ASSIGNMENT: What lines in the entries below contain the word "hidden"? Copy all of them.

MATERIAL FOR THIS TASK:
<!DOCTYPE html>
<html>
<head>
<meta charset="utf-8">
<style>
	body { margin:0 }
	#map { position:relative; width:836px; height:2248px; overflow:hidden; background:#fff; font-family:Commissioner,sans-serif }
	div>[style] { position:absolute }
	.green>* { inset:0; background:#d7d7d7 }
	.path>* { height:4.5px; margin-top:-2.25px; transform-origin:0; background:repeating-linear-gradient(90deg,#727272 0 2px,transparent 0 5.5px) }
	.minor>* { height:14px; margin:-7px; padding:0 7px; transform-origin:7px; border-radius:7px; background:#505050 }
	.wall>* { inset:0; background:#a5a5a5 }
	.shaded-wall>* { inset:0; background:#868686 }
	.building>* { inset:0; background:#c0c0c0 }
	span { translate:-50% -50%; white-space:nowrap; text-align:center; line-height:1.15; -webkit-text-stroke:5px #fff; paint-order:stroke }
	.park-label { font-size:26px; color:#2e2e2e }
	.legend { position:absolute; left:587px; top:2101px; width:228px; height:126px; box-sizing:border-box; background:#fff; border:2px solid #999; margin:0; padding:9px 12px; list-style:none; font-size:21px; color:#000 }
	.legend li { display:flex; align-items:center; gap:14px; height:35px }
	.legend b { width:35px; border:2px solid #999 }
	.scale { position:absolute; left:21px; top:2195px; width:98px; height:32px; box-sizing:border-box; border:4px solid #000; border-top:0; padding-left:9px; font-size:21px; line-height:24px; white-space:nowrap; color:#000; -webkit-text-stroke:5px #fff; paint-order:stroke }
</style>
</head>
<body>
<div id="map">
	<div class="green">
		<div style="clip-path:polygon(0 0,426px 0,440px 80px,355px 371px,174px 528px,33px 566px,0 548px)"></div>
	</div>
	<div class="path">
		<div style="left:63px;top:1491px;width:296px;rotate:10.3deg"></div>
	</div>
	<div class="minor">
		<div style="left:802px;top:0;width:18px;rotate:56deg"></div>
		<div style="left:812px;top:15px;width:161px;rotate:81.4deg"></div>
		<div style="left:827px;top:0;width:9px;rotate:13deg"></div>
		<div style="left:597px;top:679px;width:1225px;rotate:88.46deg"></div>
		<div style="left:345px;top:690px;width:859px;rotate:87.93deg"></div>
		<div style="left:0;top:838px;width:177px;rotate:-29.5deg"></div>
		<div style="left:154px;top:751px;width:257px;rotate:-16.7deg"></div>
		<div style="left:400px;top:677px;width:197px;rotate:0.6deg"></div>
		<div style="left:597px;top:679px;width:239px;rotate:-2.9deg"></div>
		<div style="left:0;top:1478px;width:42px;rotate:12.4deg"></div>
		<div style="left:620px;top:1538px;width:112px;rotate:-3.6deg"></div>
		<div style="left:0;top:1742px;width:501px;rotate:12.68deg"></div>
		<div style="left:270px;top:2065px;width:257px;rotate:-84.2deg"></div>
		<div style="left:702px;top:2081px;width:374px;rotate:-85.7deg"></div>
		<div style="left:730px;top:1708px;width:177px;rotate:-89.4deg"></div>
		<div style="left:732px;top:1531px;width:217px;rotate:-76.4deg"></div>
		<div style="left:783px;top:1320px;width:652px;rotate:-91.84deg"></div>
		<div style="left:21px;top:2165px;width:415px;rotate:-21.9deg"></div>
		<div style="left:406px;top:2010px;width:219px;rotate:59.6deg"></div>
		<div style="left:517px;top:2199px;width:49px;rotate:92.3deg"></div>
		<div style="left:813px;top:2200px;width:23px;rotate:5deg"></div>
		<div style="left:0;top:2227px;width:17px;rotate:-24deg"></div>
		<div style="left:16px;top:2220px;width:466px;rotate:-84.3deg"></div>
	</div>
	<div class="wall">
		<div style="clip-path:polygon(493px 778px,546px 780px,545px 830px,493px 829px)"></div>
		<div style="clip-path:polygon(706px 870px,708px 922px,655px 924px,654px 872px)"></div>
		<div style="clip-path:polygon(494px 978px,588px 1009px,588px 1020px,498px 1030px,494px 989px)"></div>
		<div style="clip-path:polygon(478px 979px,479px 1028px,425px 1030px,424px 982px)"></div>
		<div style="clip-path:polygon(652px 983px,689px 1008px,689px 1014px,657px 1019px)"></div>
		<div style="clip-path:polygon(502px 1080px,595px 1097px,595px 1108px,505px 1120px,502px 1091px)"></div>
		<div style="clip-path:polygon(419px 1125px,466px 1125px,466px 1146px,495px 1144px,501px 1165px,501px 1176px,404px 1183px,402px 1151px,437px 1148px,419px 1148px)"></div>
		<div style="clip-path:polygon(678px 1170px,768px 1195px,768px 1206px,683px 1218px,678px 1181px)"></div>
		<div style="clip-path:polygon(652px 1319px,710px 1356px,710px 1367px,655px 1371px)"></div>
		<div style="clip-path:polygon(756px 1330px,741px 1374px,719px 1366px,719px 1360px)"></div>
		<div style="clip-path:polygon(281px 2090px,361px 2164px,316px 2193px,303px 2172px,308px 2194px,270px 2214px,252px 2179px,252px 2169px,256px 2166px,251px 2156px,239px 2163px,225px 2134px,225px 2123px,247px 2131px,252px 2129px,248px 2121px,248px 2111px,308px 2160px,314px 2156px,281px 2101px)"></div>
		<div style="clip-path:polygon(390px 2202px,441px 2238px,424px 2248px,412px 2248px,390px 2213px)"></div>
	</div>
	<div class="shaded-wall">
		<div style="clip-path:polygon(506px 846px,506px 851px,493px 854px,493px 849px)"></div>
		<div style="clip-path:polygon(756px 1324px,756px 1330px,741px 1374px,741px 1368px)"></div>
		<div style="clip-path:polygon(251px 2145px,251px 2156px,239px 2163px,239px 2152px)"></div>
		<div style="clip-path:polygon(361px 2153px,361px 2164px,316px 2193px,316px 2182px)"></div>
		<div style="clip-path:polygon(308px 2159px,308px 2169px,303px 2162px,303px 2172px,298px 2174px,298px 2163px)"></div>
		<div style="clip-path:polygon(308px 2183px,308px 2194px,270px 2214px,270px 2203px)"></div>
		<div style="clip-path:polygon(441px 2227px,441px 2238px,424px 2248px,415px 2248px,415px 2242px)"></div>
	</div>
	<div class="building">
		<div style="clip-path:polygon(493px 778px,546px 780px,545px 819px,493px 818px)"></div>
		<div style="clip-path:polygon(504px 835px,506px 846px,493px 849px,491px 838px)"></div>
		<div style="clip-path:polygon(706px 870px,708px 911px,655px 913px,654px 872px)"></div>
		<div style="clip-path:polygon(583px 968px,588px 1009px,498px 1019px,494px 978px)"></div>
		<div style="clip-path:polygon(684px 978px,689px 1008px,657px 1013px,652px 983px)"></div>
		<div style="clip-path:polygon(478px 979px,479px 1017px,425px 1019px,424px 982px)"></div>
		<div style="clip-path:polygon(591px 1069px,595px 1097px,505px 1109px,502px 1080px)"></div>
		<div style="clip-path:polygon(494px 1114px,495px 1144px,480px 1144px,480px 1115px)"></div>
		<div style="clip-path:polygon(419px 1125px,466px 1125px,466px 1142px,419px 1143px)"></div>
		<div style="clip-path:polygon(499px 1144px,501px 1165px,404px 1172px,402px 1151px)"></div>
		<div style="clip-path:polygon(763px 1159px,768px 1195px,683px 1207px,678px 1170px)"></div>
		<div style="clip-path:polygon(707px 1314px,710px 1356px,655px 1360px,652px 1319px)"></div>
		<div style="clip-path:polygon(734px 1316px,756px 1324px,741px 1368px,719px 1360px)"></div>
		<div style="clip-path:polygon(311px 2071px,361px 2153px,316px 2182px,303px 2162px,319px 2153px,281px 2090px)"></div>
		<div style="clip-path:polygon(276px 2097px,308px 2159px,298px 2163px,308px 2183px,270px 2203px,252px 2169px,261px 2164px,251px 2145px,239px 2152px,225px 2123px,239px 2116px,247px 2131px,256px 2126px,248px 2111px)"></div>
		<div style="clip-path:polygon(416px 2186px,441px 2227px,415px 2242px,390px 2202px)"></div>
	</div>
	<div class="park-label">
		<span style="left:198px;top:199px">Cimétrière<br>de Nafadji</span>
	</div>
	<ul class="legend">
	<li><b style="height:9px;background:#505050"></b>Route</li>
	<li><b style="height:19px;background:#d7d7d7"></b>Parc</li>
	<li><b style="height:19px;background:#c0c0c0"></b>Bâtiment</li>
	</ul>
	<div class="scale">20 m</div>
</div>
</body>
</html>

---

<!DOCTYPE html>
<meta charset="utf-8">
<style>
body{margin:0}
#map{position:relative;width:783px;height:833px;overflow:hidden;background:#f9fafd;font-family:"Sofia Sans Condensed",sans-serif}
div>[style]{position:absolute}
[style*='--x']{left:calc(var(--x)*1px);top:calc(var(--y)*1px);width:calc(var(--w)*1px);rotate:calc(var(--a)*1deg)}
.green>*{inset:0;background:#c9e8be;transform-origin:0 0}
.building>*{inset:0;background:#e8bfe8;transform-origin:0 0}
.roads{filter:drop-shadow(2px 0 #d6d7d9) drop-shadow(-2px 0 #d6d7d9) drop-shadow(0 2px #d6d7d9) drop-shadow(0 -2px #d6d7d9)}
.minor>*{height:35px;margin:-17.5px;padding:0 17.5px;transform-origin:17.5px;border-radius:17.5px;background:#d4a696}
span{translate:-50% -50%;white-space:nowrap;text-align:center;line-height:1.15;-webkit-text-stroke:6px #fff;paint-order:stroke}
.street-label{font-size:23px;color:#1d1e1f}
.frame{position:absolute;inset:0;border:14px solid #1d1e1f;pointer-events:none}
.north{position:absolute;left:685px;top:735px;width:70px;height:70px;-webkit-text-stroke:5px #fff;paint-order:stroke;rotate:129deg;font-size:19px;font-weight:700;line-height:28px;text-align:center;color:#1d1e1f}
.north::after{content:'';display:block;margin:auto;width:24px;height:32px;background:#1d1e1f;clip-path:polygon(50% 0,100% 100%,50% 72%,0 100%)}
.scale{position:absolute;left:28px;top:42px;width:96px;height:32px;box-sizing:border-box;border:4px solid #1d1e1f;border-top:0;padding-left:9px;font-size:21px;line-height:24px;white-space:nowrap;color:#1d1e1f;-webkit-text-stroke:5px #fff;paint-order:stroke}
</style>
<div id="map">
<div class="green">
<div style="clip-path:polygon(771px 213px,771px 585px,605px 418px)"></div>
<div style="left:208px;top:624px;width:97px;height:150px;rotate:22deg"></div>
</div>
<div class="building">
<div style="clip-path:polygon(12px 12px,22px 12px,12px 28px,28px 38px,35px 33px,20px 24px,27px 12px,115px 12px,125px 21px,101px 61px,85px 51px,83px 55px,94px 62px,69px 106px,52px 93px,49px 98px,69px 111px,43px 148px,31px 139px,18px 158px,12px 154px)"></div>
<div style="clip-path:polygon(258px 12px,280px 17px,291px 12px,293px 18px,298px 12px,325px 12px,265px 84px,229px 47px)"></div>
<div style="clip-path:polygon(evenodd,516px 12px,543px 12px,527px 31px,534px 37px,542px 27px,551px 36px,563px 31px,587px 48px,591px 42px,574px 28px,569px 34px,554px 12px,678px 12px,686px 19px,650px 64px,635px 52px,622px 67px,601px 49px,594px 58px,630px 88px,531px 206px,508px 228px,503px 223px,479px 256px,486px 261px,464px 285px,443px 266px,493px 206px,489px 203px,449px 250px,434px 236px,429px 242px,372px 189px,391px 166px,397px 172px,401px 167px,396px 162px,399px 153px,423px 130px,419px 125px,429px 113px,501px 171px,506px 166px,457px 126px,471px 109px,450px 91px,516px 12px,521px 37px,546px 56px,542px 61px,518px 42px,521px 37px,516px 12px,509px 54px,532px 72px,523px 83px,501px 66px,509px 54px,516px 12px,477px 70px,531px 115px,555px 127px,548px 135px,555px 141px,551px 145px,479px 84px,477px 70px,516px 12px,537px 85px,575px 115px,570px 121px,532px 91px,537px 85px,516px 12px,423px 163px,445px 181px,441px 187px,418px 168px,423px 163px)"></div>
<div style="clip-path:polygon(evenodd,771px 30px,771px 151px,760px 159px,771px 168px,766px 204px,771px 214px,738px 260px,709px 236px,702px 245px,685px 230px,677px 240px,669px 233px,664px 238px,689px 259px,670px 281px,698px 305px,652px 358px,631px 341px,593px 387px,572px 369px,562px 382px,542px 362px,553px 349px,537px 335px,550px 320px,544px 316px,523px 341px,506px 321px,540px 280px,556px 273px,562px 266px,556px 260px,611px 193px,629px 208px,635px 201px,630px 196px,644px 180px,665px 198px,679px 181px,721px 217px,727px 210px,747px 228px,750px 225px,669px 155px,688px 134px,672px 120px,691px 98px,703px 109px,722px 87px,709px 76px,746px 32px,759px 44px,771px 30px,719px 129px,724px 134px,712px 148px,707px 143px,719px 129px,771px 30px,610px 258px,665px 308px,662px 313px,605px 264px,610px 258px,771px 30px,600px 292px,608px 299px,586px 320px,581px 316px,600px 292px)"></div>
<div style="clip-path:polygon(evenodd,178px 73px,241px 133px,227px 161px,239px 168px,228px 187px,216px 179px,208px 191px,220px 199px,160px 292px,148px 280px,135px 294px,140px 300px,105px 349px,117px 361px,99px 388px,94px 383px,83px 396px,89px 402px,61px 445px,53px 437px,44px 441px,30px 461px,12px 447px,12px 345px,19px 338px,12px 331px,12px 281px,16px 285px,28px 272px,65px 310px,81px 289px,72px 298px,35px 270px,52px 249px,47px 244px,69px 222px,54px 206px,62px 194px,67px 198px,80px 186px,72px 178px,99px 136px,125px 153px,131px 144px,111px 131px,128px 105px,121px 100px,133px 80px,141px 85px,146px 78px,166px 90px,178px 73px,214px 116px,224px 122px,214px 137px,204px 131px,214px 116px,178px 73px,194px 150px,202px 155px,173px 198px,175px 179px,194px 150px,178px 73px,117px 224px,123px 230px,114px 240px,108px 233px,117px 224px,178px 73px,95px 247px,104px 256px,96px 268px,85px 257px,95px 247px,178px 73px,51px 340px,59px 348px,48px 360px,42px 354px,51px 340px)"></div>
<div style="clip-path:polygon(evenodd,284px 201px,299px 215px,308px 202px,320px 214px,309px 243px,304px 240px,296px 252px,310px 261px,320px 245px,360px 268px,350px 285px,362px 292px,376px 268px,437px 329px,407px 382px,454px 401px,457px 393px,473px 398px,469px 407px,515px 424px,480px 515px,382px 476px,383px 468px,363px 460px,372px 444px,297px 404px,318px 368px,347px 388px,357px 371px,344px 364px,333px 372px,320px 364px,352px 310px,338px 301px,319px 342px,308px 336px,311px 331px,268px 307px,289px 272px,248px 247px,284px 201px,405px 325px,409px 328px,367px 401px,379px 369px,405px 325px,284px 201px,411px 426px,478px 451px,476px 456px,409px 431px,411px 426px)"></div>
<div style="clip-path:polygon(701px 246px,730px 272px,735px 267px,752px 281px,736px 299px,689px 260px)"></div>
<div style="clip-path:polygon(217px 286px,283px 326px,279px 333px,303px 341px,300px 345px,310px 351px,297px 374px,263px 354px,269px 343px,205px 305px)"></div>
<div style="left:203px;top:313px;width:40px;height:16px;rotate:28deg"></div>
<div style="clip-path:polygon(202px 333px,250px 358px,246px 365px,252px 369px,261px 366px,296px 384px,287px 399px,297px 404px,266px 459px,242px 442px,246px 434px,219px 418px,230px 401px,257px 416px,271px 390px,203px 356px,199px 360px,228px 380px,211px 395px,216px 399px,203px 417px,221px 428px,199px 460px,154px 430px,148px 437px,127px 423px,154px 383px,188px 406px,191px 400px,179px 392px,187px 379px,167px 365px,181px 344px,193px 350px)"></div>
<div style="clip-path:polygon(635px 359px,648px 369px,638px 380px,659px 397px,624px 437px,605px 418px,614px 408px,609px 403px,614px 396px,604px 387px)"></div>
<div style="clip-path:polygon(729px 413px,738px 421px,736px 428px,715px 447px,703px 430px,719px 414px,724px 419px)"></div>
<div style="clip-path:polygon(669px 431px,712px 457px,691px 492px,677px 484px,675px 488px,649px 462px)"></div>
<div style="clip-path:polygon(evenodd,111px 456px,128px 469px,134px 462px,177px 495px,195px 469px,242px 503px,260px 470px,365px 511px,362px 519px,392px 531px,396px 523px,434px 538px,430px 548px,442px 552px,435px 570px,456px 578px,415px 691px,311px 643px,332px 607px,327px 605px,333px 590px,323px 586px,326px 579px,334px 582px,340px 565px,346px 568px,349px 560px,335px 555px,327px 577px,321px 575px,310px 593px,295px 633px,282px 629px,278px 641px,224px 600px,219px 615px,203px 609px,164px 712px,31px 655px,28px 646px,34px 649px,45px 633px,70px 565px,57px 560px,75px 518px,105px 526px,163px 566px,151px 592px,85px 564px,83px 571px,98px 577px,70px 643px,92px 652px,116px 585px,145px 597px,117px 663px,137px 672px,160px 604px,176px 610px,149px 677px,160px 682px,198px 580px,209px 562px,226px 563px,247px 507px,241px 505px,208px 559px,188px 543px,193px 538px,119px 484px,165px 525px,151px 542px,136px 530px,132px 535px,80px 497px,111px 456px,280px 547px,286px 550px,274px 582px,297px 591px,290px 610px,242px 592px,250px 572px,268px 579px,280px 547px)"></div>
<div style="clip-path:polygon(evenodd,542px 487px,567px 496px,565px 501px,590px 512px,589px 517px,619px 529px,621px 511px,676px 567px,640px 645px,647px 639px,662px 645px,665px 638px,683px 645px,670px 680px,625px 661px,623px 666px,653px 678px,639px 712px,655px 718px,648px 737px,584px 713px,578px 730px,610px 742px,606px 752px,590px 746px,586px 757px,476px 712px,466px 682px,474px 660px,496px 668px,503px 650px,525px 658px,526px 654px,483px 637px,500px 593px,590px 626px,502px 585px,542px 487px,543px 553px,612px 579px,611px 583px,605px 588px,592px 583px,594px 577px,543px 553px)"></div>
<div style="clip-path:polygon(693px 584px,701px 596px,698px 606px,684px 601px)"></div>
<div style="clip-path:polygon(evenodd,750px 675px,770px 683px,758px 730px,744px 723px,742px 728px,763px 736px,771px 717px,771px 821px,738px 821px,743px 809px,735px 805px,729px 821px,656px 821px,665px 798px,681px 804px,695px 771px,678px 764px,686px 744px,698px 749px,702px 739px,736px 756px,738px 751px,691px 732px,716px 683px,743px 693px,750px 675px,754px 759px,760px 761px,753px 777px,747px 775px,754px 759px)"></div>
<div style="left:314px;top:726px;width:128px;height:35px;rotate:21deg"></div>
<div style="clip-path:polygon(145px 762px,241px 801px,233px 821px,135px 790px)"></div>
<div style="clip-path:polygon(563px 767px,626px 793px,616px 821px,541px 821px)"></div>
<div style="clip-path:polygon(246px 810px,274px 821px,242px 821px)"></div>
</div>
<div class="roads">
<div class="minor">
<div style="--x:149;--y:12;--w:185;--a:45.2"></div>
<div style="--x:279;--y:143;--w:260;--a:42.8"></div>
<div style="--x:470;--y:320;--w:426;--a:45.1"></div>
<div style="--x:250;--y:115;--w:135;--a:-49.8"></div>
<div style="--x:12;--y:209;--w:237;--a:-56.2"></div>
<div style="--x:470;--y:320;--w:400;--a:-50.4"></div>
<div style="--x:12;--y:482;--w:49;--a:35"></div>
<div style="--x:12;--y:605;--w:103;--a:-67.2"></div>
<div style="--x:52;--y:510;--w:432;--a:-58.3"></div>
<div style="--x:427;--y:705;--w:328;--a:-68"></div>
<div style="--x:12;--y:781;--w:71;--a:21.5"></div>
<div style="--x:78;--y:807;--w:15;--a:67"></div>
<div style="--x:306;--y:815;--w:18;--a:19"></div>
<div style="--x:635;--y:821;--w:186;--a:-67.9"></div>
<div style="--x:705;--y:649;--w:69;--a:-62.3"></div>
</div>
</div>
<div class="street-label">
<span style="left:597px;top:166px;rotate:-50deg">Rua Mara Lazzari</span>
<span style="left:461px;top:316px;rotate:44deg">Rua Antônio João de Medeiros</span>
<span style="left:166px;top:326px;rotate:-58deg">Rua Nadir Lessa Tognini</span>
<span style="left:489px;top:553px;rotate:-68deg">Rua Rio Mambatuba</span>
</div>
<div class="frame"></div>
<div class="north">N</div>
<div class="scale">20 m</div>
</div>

COMPLETED TASK:
	#map { position:relative; width:836px; height:2248px; overflow:hidden; background:#fff; font-family:Commissioner,sans-serif }
#map{position:relative;width:783px;height:833px;overflow:hidden;background:#f9fafd;font-family:"Sofia Sans Condensed",sans-serif}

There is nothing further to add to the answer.